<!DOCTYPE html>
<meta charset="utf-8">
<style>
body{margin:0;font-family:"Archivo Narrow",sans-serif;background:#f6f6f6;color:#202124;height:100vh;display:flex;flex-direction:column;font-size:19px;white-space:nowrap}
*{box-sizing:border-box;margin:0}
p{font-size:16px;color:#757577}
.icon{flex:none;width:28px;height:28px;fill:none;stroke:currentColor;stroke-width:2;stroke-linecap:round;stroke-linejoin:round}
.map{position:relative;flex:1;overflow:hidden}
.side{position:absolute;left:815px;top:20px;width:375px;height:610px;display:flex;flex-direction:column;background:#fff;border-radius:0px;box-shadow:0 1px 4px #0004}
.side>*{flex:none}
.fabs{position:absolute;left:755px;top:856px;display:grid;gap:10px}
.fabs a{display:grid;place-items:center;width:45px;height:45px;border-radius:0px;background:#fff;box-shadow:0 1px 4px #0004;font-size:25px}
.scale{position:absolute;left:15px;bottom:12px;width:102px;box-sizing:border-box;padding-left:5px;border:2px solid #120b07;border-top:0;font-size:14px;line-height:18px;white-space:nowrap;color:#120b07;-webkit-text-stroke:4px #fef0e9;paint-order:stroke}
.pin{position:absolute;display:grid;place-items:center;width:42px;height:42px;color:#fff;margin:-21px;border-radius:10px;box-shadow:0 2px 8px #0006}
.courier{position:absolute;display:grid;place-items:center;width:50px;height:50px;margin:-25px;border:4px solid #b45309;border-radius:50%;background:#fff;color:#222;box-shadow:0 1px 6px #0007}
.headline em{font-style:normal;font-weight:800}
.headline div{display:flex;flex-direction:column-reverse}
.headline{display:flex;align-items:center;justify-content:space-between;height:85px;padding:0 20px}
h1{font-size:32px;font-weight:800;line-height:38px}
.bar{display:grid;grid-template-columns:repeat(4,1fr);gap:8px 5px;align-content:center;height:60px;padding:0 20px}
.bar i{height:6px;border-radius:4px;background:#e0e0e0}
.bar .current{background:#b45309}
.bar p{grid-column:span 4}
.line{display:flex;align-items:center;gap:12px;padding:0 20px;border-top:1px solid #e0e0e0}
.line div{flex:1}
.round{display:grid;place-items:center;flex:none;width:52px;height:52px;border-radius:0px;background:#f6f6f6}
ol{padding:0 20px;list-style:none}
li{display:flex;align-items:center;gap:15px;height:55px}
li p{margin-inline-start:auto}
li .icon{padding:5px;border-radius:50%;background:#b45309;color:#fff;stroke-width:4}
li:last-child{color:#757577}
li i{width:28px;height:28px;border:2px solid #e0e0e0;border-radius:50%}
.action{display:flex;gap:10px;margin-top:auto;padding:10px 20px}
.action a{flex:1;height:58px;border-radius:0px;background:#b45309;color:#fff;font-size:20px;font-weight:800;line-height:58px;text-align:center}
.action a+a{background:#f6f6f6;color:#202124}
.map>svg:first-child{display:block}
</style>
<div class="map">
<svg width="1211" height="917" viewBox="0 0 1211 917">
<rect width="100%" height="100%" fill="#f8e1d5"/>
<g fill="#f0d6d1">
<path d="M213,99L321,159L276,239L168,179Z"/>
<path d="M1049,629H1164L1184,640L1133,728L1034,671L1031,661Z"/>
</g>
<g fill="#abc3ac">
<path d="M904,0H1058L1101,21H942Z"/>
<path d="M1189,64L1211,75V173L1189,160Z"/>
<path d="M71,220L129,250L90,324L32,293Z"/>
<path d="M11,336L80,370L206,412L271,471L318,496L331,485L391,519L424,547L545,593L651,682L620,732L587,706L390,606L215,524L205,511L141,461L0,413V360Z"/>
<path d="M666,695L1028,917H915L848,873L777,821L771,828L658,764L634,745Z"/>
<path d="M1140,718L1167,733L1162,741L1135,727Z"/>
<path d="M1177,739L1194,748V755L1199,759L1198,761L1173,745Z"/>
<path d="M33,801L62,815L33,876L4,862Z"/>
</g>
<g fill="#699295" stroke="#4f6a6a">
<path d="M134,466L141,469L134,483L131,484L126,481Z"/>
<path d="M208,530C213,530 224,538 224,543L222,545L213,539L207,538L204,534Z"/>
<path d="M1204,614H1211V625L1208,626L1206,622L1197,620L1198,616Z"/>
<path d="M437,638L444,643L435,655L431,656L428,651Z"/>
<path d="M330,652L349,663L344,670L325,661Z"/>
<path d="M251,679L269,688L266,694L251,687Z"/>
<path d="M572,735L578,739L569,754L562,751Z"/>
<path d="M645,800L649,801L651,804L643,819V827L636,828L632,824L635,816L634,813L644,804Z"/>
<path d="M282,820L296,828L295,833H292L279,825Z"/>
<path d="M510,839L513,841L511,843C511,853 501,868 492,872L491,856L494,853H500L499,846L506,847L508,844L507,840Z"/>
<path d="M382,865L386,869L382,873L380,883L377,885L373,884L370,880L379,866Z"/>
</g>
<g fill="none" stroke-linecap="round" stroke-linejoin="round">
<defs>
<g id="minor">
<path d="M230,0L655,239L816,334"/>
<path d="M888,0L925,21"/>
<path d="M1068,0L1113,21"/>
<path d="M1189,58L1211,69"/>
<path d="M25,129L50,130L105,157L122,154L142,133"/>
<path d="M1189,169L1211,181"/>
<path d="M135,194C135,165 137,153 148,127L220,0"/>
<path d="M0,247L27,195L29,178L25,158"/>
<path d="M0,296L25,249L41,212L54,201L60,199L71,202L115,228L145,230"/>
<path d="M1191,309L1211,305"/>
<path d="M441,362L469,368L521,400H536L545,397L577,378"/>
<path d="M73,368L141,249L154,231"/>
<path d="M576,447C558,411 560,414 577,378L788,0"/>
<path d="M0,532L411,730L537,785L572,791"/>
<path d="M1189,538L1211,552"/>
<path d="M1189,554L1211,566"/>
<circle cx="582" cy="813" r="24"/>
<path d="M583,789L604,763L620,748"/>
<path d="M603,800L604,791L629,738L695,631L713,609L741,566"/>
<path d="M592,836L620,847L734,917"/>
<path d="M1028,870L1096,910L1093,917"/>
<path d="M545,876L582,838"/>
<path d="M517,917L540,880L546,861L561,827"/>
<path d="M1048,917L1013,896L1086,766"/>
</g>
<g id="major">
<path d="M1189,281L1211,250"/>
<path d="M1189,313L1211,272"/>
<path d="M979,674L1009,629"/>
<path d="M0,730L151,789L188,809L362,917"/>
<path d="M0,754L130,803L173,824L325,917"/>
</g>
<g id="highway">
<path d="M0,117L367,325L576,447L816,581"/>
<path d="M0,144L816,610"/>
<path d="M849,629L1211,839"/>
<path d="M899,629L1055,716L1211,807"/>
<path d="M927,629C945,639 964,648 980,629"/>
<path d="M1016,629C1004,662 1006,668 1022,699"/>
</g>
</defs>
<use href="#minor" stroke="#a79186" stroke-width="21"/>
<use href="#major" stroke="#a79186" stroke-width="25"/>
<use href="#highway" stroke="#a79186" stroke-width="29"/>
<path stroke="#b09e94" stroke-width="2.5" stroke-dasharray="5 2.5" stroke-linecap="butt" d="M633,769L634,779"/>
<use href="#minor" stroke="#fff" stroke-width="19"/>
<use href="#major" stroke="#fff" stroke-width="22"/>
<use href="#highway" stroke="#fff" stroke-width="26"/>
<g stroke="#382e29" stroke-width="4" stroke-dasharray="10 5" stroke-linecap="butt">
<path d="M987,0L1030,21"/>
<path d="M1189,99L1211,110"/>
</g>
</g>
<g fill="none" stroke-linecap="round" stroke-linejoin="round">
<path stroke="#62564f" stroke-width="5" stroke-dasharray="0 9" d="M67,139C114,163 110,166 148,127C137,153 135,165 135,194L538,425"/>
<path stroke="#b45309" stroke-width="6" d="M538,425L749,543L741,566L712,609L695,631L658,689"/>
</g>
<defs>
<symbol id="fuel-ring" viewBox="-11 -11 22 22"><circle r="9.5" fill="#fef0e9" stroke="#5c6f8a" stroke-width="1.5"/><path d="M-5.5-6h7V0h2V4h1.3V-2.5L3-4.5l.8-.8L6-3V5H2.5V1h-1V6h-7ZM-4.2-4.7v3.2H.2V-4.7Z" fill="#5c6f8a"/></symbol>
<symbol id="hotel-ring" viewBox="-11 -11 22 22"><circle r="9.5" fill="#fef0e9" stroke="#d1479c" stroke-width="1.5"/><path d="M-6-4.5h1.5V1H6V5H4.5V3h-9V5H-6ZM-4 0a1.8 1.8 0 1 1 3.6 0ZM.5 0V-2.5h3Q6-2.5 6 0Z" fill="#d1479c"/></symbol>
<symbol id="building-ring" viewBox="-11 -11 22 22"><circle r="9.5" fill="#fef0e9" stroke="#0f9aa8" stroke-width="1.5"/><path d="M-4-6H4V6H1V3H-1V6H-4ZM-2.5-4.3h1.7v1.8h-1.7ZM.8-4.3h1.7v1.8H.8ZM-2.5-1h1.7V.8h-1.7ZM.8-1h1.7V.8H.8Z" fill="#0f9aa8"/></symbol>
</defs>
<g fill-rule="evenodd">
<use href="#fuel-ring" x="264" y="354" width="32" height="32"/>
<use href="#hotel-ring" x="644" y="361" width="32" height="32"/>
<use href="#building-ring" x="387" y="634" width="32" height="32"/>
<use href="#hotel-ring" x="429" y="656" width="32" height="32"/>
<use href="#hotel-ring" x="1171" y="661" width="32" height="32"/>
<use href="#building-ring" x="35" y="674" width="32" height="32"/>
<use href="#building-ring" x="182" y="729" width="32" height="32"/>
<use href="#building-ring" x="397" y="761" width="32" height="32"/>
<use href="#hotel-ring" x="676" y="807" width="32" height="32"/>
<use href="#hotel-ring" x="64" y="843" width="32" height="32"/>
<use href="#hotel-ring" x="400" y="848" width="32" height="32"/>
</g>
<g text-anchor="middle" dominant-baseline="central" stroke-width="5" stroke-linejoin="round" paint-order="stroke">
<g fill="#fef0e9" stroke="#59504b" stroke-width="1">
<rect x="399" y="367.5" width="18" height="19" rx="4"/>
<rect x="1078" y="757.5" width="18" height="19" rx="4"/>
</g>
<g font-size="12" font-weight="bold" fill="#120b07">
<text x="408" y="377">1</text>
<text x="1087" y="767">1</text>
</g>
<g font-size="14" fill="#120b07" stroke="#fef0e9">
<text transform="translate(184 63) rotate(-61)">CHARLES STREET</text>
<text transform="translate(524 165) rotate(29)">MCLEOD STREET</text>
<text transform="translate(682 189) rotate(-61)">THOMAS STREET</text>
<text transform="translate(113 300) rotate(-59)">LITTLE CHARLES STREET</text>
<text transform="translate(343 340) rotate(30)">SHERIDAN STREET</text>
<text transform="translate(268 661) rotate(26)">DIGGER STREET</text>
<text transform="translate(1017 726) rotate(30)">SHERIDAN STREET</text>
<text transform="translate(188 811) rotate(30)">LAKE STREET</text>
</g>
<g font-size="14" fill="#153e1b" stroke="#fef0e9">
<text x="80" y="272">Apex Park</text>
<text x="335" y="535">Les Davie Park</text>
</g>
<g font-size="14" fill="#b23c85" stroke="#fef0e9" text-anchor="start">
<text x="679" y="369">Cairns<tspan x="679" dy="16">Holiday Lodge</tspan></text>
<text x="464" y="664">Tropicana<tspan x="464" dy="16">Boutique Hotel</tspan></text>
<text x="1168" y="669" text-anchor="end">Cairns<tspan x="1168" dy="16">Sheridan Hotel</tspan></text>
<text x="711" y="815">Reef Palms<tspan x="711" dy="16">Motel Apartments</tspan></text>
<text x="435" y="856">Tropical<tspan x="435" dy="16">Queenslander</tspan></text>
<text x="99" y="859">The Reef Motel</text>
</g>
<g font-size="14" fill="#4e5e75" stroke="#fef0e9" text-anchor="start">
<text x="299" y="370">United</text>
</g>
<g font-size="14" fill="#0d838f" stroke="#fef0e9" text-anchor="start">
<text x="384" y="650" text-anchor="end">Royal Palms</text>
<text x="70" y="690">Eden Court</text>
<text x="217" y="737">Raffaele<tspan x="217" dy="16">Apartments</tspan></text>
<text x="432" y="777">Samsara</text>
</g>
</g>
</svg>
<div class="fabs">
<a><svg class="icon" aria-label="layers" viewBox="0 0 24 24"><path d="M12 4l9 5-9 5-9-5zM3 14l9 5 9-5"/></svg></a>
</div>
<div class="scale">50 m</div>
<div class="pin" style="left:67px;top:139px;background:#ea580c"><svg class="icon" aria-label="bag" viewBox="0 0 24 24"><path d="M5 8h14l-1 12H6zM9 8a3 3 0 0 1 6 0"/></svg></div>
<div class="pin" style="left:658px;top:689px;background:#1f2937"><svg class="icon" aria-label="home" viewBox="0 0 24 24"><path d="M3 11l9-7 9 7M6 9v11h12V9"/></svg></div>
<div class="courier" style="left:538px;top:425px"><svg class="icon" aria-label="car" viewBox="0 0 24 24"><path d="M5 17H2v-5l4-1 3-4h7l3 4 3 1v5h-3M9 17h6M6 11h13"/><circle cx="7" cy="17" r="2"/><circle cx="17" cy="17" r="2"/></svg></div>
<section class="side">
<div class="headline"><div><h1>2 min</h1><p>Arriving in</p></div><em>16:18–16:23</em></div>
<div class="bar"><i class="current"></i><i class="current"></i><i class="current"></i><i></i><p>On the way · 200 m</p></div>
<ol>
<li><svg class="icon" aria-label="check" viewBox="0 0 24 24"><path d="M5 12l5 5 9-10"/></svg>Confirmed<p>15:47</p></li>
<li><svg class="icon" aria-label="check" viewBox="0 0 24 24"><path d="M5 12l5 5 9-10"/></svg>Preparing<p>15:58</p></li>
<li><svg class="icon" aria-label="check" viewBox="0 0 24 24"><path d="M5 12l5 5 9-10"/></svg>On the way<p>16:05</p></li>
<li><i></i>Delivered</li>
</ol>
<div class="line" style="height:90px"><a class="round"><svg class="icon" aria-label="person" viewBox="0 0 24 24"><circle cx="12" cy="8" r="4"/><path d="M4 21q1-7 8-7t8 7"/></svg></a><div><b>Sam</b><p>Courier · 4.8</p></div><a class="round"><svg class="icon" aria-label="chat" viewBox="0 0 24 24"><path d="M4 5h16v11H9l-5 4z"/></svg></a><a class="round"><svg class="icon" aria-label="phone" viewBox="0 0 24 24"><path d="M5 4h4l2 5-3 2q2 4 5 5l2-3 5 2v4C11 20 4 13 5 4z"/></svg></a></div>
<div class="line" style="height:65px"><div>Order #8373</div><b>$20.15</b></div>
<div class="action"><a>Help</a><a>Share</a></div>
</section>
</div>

________

- TASK GOAL -
All of the lines above that carry the string "scale" need to be found and copied.

- EXERCISE SOLUTION -
.scale{position:absolute;left:15px;bottom:12px;width:102px;box-sizing:border-box;padding-left:5px;border:2px solid #120b07;border-top:0;font-size:14px;line-height:18px;white-space:nowrap;color:#120b07;-webkit-text-stroke:4px #fef0e9;paint-order:stroke}
<div class="scale">50 m</div>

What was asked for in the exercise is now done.